Convém acrescentar que o Projecto Curricular de Turma é um documento de carácter peculiar, por dizer respeito só a uma turma e a cada elemento desse grupo de crianças, ao seu contexto de vida familiar e comunitário, ou seja, é o desenho descritivo do perfil da turma e de toda a sua particularidade e diferenciação. Este documento é de carácter inacabado, em permanente construção, sofrendo assim, alterações gerais ou específicas relativamente ao seu processamento e desenvolvimento.

Nesta possibilidade de adaptar todo o acto educativo à heterogeneidade que compõe uma turma do ensino primário, indo de encontro às diferenças de cada um, encontram-se as novas áreas não curriculares, que surgem também com o Decreto-Lei 6/2000, que embora não sejam curriculares, são de carácter obrigatório para todos os alunos. São planeadas e executadas no âmbito do Projecto Curricular de Turma, a partir das propostas dos alunos e da orientação activa do professor. Estas áreas surgem em função da reorganização curricular na perspectiva da sua flexibilização, com o objectivo de «ajudar a que a autonomia das escolas na esfera curricular assuma uma expressão mais significativa, contribuindo para que a construção local do currículo responda a necessidades, aspirações e interesses que não podem ser contemplados em determinações centrais, elaborados a nível nacional. Além disso, considerando a escola inserida numa comunidade, convidam ao estabelecimento de parcerias relevantes num contexto local» (Abrantes, et al., 2002: 12).

Será na transversalidade destas novas áreas, às áreas curriculares, que se abre o campo de acção e de intervenção do professor multicultural, cabendo-lhe a ele desenhar o seu roteiro de trabalho dentro da sala de aula, com os seus próprios alunos e com o intuito de debater e analisar questões problemáticas relevantes. Não se trata, decididamente, «de seguir um programa uniforme, independente das vivências individuais e colectivas daqueles alunos concretos» (Id., Ib.: 14). Aqui se abrem novas e mais possibilidades de trabalhar a Educação Multi/intercultural, por parte do Estado, que embora não surja declaradamente expressa, induz à sua prática. Para a sua operacionalização, o próprio currículo nacional sugestiona aos professores mudanças mais tradicionais de práticas pedagógicas, sugerindo uma «lógica de trabalho de projecto» (Abrantes, et al., 2002: 13).

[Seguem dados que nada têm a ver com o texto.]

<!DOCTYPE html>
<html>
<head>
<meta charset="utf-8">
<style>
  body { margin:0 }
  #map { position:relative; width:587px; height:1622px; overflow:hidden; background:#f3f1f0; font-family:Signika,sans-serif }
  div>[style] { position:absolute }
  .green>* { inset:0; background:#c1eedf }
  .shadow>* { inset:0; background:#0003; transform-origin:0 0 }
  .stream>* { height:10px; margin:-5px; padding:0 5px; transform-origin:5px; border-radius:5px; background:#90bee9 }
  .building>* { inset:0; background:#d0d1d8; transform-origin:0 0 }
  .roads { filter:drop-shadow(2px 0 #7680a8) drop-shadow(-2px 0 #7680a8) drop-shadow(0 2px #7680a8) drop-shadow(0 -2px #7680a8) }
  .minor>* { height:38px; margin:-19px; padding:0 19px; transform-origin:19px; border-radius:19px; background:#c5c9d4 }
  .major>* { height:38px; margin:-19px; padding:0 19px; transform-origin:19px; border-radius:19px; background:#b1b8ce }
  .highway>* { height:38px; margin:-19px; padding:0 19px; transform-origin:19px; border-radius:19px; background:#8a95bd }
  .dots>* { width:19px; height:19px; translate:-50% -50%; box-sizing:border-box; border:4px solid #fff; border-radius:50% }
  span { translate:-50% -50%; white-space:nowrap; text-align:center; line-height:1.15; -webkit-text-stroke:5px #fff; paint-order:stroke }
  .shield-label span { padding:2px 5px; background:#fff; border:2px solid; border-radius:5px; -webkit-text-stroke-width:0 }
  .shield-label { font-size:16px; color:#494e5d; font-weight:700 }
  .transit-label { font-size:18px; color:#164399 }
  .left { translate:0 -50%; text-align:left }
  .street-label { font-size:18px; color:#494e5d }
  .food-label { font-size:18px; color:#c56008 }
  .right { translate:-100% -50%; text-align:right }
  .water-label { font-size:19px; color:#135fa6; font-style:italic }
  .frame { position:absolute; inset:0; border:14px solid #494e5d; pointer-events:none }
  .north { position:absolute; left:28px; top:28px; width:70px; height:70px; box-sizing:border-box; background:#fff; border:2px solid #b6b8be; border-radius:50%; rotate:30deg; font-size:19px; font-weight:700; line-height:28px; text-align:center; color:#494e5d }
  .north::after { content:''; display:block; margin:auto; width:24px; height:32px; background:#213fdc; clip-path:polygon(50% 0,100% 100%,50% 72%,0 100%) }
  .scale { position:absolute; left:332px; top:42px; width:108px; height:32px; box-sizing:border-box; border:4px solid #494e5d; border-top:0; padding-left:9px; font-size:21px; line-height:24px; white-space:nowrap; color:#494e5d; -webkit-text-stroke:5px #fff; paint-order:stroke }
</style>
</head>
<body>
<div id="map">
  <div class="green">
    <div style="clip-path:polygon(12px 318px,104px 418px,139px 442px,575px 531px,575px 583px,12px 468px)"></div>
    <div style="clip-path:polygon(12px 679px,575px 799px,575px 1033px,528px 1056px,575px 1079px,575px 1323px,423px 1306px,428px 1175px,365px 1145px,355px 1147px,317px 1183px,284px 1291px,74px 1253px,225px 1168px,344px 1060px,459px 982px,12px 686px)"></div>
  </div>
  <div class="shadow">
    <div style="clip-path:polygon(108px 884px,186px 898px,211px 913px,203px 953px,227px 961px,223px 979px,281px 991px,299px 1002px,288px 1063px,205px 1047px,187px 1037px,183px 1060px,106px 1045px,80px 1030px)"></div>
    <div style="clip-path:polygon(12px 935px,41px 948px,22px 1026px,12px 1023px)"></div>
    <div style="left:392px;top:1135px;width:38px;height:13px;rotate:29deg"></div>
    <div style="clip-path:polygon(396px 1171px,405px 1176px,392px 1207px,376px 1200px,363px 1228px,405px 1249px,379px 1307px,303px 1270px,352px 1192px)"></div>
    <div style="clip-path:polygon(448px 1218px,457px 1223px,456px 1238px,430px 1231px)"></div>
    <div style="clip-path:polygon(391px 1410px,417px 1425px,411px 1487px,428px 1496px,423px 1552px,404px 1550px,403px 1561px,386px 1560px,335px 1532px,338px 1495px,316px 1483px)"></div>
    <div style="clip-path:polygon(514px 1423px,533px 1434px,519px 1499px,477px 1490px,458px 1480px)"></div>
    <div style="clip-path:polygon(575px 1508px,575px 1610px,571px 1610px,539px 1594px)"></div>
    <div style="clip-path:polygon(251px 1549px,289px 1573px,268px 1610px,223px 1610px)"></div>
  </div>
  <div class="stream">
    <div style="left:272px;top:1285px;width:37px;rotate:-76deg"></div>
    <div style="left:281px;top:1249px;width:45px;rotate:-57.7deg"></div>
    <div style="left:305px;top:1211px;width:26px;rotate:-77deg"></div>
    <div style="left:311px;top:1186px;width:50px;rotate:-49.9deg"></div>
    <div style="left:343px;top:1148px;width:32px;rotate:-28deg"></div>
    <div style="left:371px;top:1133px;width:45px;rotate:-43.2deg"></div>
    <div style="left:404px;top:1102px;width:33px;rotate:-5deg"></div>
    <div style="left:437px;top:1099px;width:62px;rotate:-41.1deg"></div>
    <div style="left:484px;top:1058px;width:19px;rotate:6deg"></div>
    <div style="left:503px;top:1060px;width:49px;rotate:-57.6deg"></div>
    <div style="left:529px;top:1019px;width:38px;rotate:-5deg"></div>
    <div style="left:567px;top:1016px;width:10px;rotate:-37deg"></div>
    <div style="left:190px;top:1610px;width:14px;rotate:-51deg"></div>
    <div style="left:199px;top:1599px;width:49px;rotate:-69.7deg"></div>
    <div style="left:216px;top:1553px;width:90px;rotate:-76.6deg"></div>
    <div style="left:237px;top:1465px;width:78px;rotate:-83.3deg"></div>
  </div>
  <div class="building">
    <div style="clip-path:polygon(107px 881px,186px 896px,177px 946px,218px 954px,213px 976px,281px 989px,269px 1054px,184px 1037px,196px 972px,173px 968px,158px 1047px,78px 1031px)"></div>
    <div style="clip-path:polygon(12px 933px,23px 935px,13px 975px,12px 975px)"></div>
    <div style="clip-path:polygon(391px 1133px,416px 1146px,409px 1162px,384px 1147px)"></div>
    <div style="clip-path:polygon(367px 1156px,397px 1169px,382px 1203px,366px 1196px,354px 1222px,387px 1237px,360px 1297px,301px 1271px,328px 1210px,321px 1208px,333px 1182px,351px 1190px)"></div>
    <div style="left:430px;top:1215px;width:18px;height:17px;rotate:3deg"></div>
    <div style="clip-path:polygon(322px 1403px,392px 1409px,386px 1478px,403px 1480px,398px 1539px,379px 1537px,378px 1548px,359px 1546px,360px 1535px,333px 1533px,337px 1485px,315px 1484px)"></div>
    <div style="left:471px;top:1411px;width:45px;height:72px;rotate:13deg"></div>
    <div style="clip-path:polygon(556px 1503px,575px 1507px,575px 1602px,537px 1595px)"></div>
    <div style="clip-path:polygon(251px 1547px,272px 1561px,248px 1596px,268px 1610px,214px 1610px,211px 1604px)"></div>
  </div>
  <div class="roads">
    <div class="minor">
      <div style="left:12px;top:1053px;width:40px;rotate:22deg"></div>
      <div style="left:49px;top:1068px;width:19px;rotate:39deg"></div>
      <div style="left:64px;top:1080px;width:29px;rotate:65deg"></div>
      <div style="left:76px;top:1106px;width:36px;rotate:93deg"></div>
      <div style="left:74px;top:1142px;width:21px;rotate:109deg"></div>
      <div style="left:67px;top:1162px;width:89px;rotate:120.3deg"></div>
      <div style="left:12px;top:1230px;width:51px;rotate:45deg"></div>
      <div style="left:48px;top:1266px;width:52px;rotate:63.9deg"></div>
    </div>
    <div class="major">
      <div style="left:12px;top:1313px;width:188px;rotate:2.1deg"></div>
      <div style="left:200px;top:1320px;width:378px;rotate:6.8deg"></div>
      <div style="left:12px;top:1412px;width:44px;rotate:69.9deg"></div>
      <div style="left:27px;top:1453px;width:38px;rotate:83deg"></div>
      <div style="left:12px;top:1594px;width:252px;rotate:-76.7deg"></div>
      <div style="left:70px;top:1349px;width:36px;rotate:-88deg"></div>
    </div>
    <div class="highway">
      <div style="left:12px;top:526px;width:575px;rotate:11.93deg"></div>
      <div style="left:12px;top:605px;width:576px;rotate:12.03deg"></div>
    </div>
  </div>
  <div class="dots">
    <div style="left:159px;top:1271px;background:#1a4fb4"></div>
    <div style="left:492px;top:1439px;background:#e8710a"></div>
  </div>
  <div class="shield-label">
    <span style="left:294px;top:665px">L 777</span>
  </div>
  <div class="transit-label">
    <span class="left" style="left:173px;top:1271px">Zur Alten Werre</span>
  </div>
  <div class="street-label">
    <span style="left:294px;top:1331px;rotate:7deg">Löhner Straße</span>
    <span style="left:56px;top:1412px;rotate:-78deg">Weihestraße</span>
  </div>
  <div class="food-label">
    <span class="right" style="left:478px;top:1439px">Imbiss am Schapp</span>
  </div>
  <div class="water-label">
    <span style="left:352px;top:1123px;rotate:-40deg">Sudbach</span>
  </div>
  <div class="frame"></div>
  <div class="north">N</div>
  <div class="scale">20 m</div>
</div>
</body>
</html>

Como o modelo tradicional do saber ler, escrever e contar ainda está muito enraizado nos professores, principalmente nos que se formaram dentro do paradigma da modernidade, é possível que sintam alguma dificuldade para executar todos estes documentos convenientemente. Poder-se-ão insurgir contra essa dispersão documental demonstrando até, algum «sentimento de culpa» (Hargreaves, 1998), por despenderem de muito tempo para executar esses documentos em detrimento da parte curricular, o que pode conduzir à sua construção mas há sua não operacionalização.

É também na gestão do tempo e da execução dos normativos que os professores precisam de formação para mudar mentalidades e adoptar modelos pedagógicos abertos e flexíveis por forma a que o currículo nacional deixe de ser o enfoque do ensino primário mas encarado e assumido como um conjunto de ferramentas essenciais para aquilo que as crianças gostam de fazer verdadeiramente, que é experimentar e pesquisar. Será a partir dos seus

interesses, vontades e propostas que elas começam, tacitamente, a descobrir e a utilizar “obrigatoriamente” as ferramentas para o fazer como sejam, ler, escrever e contar.

É a partir da mudança de processos tradicionais de ensino-aprendizagem, que os professores deixarão de sentir a “pressão” do cumprimento do currículo nacional, dos vários documentos obrigatórios e da escassez de tempo (ou será ingerência do tempo?) (Hargreaves, 1998), isto porque o fazem em paralelo e não em cruzamento. Têm de adquirir competências para articular e cruzar esses documentos com a parte curricular para trabalharem efectivamente a multi/interculturalidade.